Late Payment Rate on FHA Mortgages Led the Nation in the Fourth Quarter

FHA mortgages, as usual, showed the highest delinquency rates in the nation in the fourth quarter, even as the overall delinquency rate made its biggest jump in four years, according to a survey by the Mortgage Bankers Association.

The 7.43% delinquency rate in the quarter was up from 6.97% in the preceding quarter. Delinquency of FHA loans was last this high in the second quarter of 1991, when it was 7.49%.

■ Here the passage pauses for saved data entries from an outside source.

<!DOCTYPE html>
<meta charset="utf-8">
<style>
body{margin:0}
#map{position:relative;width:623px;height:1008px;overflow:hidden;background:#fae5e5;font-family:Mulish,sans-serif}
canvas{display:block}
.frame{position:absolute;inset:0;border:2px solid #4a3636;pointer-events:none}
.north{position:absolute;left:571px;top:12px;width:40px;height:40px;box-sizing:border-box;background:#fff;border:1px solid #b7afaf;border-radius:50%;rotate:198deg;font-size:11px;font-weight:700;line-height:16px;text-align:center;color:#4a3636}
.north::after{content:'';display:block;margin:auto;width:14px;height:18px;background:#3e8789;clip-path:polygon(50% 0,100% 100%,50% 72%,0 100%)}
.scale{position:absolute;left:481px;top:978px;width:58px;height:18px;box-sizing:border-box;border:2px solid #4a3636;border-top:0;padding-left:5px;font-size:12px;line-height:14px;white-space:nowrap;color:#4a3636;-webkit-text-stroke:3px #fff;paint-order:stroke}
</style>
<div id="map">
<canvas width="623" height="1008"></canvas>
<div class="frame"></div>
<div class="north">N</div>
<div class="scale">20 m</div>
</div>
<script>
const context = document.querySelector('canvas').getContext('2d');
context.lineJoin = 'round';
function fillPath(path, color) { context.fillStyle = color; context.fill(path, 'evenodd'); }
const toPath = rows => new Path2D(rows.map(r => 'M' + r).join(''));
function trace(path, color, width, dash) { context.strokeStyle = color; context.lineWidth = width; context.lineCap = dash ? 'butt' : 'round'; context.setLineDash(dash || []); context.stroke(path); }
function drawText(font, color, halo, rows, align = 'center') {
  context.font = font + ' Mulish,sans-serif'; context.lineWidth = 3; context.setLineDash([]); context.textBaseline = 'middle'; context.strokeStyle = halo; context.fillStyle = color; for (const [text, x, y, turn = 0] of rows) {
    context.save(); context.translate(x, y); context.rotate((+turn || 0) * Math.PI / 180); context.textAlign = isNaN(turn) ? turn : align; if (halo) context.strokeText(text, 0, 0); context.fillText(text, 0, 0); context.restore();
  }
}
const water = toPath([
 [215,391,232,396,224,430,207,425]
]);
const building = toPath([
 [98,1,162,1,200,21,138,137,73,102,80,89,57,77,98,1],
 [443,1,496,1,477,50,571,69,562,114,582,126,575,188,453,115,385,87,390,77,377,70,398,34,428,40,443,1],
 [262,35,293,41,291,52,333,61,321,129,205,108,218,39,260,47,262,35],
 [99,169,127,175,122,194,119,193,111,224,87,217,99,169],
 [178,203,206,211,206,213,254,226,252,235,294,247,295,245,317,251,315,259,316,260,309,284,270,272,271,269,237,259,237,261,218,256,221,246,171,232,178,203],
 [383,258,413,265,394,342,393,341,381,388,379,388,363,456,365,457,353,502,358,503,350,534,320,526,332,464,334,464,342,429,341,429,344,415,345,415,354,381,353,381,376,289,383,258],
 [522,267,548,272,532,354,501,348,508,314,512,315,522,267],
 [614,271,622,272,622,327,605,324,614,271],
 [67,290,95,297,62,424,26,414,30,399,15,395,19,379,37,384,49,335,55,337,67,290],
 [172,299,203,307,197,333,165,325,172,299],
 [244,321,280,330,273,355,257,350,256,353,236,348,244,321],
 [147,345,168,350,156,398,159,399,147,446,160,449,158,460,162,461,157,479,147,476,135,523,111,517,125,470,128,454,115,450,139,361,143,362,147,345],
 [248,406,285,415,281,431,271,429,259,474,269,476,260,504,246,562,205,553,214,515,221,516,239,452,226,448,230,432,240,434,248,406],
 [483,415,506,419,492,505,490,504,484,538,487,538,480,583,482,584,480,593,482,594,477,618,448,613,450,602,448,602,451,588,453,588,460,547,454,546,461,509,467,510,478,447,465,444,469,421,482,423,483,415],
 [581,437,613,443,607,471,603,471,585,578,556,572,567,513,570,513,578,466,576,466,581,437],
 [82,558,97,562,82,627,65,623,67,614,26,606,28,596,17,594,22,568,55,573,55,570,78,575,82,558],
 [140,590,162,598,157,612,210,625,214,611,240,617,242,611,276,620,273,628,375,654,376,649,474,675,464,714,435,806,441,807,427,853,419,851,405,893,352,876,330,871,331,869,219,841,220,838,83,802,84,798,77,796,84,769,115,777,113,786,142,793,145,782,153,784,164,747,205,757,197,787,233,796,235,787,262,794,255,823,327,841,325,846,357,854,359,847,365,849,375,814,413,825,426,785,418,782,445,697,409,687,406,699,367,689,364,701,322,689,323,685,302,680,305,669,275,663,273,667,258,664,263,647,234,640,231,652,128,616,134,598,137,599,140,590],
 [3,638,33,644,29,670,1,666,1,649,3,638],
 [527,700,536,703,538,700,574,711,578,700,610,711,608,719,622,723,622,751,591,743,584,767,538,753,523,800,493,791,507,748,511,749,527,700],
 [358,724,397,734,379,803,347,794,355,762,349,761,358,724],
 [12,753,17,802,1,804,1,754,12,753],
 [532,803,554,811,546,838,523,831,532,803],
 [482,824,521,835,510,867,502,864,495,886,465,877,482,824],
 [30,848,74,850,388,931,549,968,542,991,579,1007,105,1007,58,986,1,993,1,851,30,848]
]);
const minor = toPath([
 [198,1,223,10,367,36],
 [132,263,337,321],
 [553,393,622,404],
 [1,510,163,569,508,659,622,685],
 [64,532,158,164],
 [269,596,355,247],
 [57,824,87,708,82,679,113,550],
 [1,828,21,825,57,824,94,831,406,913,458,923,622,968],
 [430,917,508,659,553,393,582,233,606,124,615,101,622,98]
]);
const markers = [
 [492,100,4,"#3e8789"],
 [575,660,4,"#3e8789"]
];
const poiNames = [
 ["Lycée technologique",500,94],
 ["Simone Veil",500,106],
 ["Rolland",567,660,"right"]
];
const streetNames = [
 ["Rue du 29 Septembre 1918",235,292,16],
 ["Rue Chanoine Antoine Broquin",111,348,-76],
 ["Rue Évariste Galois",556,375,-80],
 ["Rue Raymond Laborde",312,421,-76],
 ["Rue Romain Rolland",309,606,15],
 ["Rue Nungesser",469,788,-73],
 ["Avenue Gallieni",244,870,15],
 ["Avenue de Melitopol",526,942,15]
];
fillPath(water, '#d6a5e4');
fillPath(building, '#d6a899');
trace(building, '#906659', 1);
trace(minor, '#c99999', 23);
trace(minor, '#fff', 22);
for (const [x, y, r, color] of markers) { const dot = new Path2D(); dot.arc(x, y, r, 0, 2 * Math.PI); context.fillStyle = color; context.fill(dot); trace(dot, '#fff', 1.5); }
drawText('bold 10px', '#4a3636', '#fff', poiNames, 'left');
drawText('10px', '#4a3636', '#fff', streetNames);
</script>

At Chase Manhattan Mortgage, Tampa, there has been a noticeable increase in FHA delinquencies, said Robert Caruso, vice president for default administration. He attributed it to the geographical distribution of Chase's portfolio and the nature of the loans.

"We have a significant portfolio in the California area," Mr. Caruso said. "They've been hit by every natural disaster except locusts." The hardships in California have contributed to declining property values and the slow economic recovery, he said.

For all loan types, the Los Angeles metro area had the fifth-highest delinquency rate for a metropolitan area in December 1994, according to Mortgage Information Corp. Los Angeles was the only area of the top five to experience an increase in delinquencies from the previous year.

Aside from specific geographical influences, the typical FHA borrower often does not have a large cash reserve, Mr. Caruso said, and is more affected by slight changes in the economy, such as company downsizing or an increase in interest rates, possibly resulting in higher-than-average defaults.

Contrary to the MBA study, some mortgage companies said they had not experienced an increase in delinquencies.

A spokesman at PNC Mortgage Corp. said the delinquency rate of PNC's FHA loans has, in fact, declined in the last year. He agreed that much of the industry was likely feeling the results of hard times in the California real estate market.

At Countrywide, the California hardships are not blamed for a higher delinquency rate for FHA loans.

New loans getting to the three year mark when they are more likely to go into default than at other times are mixing with seasoned loans in their portfolio, said Richard DeLeo, executive vice president at Countrywide, Pasadena, Calif.

"We have noticed a higher FHA delinquency," Mr. DeLeo said, but attributes the delinquency rate more to their age than the product itself.

"It's an excellent product. They are low rate and fully assumable," he said. With new ways to resolve delinquencies offered by HUD, he said, the loans are less likely to go into default than in the early 1990s when people found it easier to walk away from their homes if they faced hardships.

Now HUD makes it is easier to reduce the interest rate and loan payments, Mr. DeLeo said, so there is no need for homeowners hit by floods to walk away from their houses.